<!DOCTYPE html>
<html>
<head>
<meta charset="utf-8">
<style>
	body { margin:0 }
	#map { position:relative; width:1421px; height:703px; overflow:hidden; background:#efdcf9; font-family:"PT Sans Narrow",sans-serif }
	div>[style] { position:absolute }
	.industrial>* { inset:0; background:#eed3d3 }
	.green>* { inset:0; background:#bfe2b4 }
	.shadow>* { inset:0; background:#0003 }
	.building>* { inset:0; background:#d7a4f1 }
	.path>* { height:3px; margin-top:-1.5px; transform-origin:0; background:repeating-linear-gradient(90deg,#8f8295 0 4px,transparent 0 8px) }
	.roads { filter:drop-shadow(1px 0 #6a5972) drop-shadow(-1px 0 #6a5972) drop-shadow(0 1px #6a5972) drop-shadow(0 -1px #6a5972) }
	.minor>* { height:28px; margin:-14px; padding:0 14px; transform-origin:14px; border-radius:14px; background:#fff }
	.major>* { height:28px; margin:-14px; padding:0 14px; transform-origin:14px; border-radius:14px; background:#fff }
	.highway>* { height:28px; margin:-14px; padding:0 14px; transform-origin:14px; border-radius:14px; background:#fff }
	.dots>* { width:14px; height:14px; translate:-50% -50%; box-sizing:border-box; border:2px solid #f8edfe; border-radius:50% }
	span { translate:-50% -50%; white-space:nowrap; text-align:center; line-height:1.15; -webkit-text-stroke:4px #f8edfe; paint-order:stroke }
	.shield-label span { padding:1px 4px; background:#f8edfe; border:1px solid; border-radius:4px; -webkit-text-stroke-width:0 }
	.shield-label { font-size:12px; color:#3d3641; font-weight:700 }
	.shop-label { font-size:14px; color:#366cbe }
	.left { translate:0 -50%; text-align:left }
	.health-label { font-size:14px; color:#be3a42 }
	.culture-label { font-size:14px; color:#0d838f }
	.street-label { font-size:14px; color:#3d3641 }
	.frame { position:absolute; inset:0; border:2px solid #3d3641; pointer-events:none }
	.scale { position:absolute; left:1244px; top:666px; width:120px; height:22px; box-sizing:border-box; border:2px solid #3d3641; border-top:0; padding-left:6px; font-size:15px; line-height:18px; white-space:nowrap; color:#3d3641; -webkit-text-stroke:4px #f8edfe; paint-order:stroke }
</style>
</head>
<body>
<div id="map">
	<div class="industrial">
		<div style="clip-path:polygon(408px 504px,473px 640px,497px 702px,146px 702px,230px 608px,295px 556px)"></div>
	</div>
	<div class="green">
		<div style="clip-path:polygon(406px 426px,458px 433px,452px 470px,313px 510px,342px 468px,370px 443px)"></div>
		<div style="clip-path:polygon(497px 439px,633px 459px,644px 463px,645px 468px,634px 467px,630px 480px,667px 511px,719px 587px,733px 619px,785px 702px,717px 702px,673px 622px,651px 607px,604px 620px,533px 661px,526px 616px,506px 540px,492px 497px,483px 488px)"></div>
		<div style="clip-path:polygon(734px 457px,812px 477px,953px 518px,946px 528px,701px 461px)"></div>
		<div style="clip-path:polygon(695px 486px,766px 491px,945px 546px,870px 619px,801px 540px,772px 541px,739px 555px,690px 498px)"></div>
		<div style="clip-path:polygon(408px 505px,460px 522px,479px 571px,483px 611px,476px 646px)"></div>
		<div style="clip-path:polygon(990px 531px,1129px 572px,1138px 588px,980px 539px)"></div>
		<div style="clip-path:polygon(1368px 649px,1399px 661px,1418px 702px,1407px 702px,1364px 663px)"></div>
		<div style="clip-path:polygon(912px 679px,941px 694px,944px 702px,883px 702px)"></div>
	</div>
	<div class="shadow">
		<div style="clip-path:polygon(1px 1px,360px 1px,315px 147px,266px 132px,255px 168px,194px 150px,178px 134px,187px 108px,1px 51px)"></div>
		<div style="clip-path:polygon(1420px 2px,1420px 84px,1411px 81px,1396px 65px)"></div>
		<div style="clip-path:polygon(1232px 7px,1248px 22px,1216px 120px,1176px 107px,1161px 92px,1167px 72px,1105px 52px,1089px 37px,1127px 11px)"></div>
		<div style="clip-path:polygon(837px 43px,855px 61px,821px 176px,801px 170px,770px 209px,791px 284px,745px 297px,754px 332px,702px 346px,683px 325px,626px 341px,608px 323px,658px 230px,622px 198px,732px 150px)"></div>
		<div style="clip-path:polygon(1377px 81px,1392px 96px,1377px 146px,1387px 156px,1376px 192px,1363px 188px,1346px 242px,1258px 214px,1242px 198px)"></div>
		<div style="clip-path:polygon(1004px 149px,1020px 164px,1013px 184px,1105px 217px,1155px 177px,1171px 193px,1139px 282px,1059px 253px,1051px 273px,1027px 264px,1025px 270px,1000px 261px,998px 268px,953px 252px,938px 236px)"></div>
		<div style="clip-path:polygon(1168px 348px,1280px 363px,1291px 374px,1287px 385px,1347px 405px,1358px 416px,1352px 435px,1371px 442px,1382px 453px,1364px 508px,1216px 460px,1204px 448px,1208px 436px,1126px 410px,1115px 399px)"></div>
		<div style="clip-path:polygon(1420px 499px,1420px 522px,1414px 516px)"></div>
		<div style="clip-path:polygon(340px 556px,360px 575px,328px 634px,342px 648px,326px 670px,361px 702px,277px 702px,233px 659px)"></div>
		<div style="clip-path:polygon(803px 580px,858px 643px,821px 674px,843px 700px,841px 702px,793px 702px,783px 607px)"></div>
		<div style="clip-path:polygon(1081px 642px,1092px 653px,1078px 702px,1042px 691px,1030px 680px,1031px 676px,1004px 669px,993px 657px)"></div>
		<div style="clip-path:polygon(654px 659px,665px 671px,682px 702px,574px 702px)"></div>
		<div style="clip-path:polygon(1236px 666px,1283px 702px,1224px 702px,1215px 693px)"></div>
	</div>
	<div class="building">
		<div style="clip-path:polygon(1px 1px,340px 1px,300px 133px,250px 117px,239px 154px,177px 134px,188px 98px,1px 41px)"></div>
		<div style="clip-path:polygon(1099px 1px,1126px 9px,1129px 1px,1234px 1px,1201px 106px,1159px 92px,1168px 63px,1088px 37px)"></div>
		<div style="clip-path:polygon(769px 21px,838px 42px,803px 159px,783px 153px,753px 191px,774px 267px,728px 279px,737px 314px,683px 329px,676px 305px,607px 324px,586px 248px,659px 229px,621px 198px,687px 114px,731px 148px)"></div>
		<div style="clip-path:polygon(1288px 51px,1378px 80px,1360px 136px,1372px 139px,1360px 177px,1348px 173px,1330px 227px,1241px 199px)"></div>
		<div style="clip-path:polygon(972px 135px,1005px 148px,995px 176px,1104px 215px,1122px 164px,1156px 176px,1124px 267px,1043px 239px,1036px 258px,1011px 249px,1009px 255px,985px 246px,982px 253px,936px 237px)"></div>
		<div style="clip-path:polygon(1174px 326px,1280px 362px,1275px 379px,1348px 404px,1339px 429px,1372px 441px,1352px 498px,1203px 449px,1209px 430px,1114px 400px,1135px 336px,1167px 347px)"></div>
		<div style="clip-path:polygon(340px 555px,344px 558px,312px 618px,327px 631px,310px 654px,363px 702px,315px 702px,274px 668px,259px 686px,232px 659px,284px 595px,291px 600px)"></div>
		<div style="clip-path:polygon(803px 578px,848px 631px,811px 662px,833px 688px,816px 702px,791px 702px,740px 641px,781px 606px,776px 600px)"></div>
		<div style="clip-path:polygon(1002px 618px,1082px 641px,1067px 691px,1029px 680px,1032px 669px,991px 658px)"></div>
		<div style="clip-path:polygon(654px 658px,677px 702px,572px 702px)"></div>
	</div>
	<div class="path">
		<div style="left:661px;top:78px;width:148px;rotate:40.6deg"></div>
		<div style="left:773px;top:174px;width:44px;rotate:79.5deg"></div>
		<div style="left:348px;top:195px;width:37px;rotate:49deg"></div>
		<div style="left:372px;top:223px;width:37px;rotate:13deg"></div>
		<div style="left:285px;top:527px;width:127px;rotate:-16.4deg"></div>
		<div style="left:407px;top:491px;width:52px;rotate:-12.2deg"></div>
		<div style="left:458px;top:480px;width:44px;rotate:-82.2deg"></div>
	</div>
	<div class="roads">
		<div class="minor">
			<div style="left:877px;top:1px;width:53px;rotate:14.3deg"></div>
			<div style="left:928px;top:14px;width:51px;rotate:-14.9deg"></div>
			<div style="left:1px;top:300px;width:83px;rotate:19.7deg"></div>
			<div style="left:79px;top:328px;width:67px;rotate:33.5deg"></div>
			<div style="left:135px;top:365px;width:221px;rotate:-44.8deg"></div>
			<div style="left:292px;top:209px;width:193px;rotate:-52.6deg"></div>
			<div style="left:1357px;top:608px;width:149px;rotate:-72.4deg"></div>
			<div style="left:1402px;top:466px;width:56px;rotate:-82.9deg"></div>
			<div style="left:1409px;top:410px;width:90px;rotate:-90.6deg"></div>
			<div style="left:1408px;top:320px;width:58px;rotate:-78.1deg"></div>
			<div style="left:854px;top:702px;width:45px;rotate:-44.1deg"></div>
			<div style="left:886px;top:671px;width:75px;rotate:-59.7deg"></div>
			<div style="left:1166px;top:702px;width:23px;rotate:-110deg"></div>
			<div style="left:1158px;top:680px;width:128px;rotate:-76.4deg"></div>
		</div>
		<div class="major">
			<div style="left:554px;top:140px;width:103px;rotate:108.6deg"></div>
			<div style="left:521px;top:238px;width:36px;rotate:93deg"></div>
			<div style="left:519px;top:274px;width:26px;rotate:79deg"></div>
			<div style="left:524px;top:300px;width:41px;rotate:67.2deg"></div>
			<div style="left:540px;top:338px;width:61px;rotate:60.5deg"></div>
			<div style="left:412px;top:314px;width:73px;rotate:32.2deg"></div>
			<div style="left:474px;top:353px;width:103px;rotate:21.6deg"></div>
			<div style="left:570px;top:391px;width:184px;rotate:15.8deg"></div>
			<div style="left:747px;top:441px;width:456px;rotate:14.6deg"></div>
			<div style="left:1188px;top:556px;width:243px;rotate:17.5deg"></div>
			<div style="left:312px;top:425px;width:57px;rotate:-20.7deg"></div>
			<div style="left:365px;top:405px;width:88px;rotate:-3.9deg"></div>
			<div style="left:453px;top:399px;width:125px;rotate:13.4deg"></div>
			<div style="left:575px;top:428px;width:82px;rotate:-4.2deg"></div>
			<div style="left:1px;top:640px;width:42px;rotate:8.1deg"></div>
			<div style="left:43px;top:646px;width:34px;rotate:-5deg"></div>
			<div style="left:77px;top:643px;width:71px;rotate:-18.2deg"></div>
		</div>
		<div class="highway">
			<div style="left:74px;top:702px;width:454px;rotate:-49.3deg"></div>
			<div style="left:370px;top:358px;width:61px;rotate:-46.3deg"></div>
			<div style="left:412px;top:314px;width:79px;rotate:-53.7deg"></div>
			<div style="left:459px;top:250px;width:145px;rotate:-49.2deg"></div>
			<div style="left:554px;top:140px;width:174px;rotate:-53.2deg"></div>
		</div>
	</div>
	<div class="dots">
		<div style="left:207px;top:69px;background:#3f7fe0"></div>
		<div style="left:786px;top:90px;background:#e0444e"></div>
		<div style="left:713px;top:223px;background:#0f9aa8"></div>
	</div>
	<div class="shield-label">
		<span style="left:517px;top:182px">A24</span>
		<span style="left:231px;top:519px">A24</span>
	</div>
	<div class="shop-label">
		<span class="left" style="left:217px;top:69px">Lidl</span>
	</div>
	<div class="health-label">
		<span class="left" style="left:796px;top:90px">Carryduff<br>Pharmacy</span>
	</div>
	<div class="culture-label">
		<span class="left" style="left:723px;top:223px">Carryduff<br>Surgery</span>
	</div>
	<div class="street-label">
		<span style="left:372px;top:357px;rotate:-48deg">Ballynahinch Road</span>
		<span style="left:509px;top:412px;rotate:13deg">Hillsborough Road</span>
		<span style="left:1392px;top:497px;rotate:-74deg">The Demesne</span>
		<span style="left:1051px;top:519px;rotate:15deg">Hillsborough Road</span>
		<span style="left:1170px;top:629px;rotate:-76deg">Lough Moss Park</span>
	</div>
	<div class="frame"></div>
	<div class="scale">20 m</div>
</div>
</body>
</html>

--*--

## YOUR OBJECTIVE
Where a line of the data contains "shadow", copy that line.

## RESPONSE AREA
	.shadow>* { inset:0; background:#0003 }
	.roads { filter:drop-shadow(1px 0 #6a5972) drop-shadow(-1px 0 #6a5972) drop-shadow(0 1px #6a5972) drop-shadow(0 -1px #6a5972) }
	<div class="shadow">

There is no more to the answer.